Fortunately, Rodney seemed to remember at the same time, and changed the motion to a touch on Carson's back. "Come on. Focus for a minute."

"I am focusing!" Carson said, his eyes flying open, full of anxiety. "You know I'm terrible under pressure."

"Are you saying you cannot do it?" Ba'al said silkily.

Carson turned around, and Rodney took a step back. "Look, I'm a doctor, not some sort of Ancient-device-activation object!" he pleaded. "If you want me to treat someone who's sick or hurt, I'll be happy to. But there are other people on the mission much better for this work than I am."

Ba'al looked at him for a moment, then nodded slightly. "Kree," he said to the Jaffa that stood next to him.

Unflinching, the Jaffa whirled his staff weapon. Elizabeth's brain raced as she saw him aim, throwing out ten ways to diplomatically defuse the situation as the active end of the weapon opened up, glowing. From across the room, Elizabeth saw Carson's soft blue eyes go wide as the Jaffa fired, hitting him full in the chest. Carson was flung back against the console by the energy; his lifeless body slid to the floor. The whole thing hadn't even taken a second; she hadn't had time to move.

Rodney dropped to his knees next to the doctor. He reached down for a moment, as if he could do something to fix the other man's broken body, then looked up at Ba'al, an angry snarl on his face. "What the hell are you thinking? You need him. He's a doctor. What are you going to do if someone gets hurt? Or sick?"

Ba'al shrugged slightly. "That is why we have the sarcophagus," he said.

The entire room seemed to waver; Elizabeth grasped the console behind her, and she wondered if Ba'al had planned this all along.

"Take his body," Ba'al said to his Jaffa, gesturing with his chin at the doctor. "Throw it in the ocean."

"No!" Elizabeth exclaimed. Carson had the syringe in his pocket - the one with the Ancient gene for her. "Please - let us bury him according to the customs of his people."

Ba'al smiled. "His body will be disposed of according to the will of his god," he said. The Jaffa threw Carson's body over his shoulder, taking his body - and the syringe - away. "We will meet here tomorrow, when Major Sheppard will accompany me," he said.

Rodney looked up at her, his blue-gray eyes enormous in his pale face, as Ba'al swept out, telling the Jaffa at the door, "Escort them back to their quarters."

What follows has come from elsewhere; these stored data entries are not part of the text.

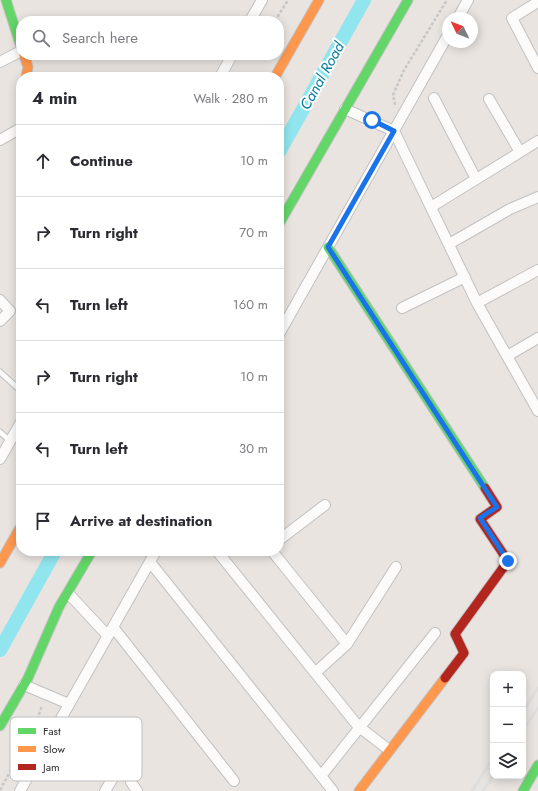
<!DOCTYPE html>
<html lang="en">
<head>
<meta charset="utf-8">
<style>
  :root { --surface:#fff; --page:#f7f7f7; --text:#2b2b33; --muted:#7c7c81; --line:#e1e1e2 }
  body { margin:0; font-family:Jost,sans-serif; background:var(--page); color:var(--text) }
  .controls { position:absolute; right:12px; bottom:12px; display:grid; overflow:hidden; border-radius:8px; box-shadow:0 2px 10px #0003 }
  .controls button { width:36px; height:36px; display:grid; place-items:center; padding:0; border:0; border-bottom:1px solid var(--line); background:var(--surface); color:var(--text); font:20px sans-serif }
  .compass { position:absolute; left:442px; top:12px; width:36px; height:36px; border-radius:50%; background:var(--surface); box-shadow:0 2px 10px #0003; rotate:313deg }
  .stop { position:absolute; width:12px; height:12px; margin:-9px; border:3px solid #1a73e8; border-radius:50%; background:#fff }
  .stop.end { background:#1a73e8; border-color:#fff; box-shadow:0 1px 4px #0008 }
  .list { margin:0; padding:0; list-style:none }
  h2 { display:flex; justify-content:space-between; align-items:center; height:52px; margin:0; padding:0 16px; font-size:17px }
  h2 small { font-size:13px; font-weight:400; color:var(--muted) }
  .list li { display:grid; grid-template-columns:26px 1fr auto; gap:12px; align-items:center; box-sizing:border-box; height:72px; padding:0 16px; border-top:1px solid var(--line) }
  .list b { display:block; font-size:15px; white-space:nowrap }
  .list em { font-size:13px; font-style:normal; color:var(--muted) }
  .icon { flex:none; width:22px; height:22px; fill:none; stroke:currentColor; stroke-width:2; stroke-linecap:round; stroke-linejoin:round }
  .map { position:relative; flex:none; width:538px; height:791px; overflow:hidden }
  .search { position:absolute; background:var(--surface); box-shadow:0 2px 10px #0003; left:16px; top:16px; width:268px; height:44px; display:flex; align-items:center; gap:10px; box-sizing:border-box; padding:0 14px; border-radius:16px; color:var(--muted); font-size:15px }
  .panel { position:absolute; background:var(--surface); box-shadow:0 2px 10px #0003; left:16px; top:72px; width:268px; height:484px; border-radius:16px }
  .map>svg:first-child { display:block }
</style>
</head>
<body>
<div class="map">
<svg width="538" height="791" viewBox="0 0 538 791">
  <rect width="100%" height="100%" fill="#e9e4e0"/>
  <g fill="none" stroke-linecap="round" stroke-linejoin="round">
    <path stroke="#91e5ee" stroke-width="14" d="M279 152 364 0
      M0 650 55 551"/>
    <defs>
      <path id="lane" d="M0 372 21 391
        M0 432 10 441"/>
      <path id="street" d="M538 2 512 18 538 68
        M458 18 468 0
        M250 21 262 0
        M0 62 21 51
        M220 77 232 55
        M434 98 476 179
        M489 99 520 152
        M345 109 394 131 477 303 538 411
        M0 140 21 128
        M431 207 538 141
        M449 244 510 209 538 197
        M0 300 10 311 0 321
        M477 303 538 270
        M402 308 465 277
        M279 334 448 35
        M507 356 538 338
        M0 459 21 422
        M279 540 325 505
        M217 551 358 726 389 750
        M272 551 347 644
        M150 562 333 791
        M68 593 108 636
        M113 627 234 781
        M315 673 347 644 396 567
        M24 685 69 704
        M321 776 435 633
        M131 782 137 791
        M20 791 156 551
        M105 791 119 768"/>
      <path id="fast" d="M6 0 21 47
        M279 224 408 0
        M328 247 485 488
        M0 726 28 678 59 607 92 551
        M523 791 538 765"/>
      <path id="slow" d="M24 55 28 67 26 77
        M275 77 319 0
        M0 563 21 526
        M359 791 445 678"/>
      <path id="jam" d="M445 678 464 653 455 634 508 561 480 519 497 507 485 488"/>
    </defs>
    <use href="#lane" stroke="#c2c1c2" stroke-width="7"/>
    <use href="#street" stroke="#c2c1c2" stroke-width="12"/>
    <use href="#fast" stroke="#c2c1c2" stroke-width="11"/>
    <use href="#slow" stroke="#c2c1c2" stroke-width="11"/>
    <use href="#jam" stroke="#c2c1c2" stroke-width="11"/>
    <path stroke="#c6c6c6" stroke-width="2.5" stroke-dasharray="3 2" stroke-linecap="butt" d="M275 21 288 0
      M395 105 393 95 404 70 447 0
      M0 790 36 724 42 705"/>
    <use href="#lane" stroke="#fcfbfa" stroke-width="5"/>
    <use href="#street" stroke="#fcfbfa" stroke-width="10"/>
    <use href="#fast" stroke="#63d668" stroke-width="9"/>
    <use href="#slow" stroke="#ff974d" stroke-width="9"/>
    <use href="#jam" stroke="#b3261e" stroke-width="9"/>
    <path stroke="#dededf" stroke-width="3" d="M523 712 538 688
      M523 730 538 708
      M472 791 493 758
      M483 791 493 776"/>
  </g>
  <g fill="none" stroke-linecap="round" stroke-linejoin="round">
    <path stroke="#1a73e8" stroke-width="5" d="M372 120 394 131 328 247 497 507 480 518 508 561"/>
  </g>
  <g text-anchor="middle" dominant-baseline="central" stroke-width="4" stroke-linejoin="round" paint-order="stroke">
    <g font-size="15" font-style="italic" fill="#087f9b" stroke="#fff">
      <text transform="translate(322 76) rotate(-61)">Canal Road</text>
    </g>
  </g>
  <rect x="10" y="717" width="132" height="64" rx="6" fill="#fff" stroke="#bfbfbf" stroke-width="1"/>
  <rect x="18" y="728" width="18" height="6" fill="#63d668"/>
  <rect x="18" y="746" width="18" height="6" fill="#ff974d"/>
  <rect x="18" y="764" width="18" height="6" fill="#b3261e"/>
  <g font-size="11" fill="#2b2b2b">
    <text x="43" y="735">Fast</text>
    <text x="43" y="753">Slow</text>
    <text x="43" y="771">Jam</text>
  </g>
</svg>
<div class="controls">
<button>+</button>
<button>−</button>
<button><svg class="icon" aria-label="layers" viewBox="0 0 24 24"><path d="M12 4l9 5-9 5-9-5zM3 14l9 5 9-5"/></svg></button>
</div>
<svg class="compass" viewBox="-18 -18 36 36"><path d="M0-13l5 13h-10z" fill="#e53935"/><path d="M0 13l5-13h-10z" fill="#7c7c81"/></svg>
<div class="stop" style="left:372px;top:120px"></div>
<div class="stop end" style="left:508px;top:561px"></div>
<div class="search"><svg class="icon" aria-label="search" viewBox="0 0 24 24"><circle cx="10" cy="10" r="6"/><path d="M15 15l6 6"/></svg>Search here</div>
<section class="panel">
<h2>4 min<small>Walk · 280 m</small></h2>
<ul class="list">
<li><svg class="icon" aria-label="ahead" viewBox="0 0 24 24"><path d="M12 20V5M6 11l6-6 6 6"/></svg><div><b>Continue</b></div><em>10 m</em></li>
<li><svg class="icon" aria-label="right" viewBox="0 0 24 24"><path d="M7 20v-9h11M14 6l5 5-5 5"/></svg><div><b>Turn right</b></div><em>70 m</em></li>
<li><svg class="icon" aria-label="left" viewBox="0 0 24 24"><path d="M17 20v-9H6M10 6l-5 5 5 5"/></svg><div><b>Turn left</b></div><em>160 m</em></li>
<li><svg class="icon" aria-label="right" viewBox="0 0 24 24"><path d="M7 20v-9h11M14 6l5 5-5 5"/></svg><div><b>Turn right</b></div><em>10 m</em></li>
<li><svg class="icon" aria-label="left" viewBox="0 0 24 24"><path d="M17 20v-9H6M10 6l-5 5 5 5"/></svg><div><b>Turn left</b></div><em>30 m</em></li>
<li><svg class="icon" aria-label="arrive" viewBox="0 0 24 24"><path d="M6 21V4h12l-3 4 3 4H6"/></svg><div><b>Arrive at destination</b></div></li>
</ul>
</section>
</div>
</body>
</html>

She reached down, helping Rodney to his feet. "But...but..." he stammered. "The sarcophagus - it can't treat more than one person at a time! What if there's an outbreak? Or an accident?"

"Then the people who are in Ba'al's favor will get treated first," Elizabeth said as they moved into the hall.

"Oh, no," Rodney whispered, deducing the rest. "You mean anyone who doesn't suck up might not get treated at all."

"Withholding medical treatment is one of the best ways to keep a rebellious population in check," Elizabeth said, gazing down the corridor as Ba'al rounded the corner, his black coat flaring behind him. "He knows what he's doing."